◆ **Task**
Reproduce the records exactly through the line with "Quick job: Transcribe".

◆ **Data to examine**
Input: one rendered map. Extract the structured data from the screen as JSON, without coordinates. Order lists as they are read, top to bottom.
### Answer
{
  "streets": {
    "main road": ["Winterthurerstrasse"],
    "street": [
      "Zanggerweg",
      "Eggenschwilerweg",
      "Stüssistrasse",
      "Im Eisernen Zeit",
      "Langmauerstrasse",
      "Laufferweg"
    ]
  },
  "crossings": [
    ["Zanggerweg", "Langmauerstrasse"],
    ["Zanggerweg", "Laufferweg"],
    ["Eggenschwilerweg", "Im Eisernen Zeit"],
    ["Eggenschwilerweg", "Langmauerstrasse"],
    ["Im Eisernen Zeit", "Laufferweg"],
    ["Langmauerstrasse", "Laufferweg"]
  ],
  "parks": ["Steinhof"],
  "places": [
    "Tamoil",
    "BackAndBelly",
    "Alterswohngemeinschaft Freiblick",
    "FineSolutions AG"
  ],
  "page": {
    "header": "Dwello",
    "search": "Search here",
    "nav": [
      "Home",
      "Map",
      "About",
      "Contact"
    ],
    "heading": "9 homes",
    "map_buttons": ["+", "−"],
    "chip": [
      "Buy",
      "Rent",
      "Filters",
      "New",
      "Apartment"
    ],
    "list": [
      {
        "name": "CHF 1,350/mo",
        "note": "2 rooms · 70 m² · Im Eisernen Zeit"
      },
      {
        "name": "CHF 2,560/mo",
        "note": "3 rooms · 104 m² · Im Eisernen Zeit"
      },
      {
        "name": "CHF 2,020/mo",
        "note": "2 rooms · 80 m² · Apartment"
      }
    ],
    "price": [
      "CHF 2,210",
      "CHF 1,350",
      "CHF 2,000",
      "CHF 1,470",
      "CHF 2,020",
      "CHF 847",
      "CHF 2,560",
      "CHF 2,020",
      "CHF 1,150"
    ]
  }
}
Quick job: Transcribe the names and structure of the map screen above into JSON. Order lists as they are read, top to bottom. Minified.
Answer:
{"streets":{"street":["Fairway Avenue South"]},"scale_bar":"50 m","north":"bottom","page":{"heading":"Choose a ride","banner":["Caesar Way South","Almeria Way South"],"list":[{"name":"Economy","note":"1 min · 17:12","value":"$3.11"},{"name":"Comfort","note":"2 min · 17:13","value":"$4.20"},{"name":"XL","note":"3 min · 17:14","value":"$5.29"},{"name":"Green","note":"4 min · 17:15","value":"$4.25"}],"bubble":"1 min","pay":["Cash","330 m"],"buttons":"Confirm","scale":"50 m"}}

◆ **Answer section**
Input: one rendered map. Extract the structured data from the screen as JSON, without coordinates. Order lists as they are read, top to bottom.
### Answer
{
  "streets": {
    "main road": ["Winterthurerstrasse"],
    "street": [
      "Zanggerweg",
      "Eggenschwilerweg",
      "Stüssistrasse",
      "Im Eisernen Zeit",
      "Langmauerstrasse",
      "Laufferweg"
    ]
  },
  "crossings": [
    ["Zanggerweg", "Langmauerstrasse"],
    ["Zanggerweg", "Laufferweg"],
    ["Eggenschwilerweg", "Im Eisernen Zeit"],
    ["Eggenschwilerweg", "Langmauerstrasse"],
    ["Im Eisernen Zeit", "Laufferweg"],
    ["Langmauerstrasse", "Laufferweg"]
  ],
  "parks": ["Steinhof"],
  "places": [
    "Tamoil",
    "BackAndBelly",
    "Alterswohngemeinschaft Freiblick",
    "FineSolutions AG"
  ],
  "page": {
    "header": "Dwello",
    "search": "Search here",
    "nav": [
      "Home",
      "Map",
      "About",
      "Contact"
    ],
    "heading": "9 homes",
    "map_buttons": ["+", "−"],
    "chip": [
      "Buy",
      "Rent",
      "Filters",
      "New",
      "Apartment"
    ],
    "list": [
      {
        "name": "CHF 1,350/mo",
        "note": "2 rooms · 70 m² · Im Eisernen Zeit"
      },
      {
        "name": "CHF 2,560/mo",
        "note": "3 rooms · 104 m² · Im Eisernen Zeit"
      },
      {
        "name": "CHF 2,020/mo",
        "note": "2 rooms · 80 m² · Apartment"
      }
    ],
    "price": [
      "CHF 2,210",
      "CHF 1,350",
      "CHF 2,000",
      "CHF 1,470",
      "CHF 2,020",
      "CHF 847",
      "CHF 2,560",
      "CHF 2,020",
      "CHF 1,150"
    ]
  }
}
Quick job: Transcribe the names and structure of the map screen above into JSON. Order lists as they are read, top to bottom. Minified.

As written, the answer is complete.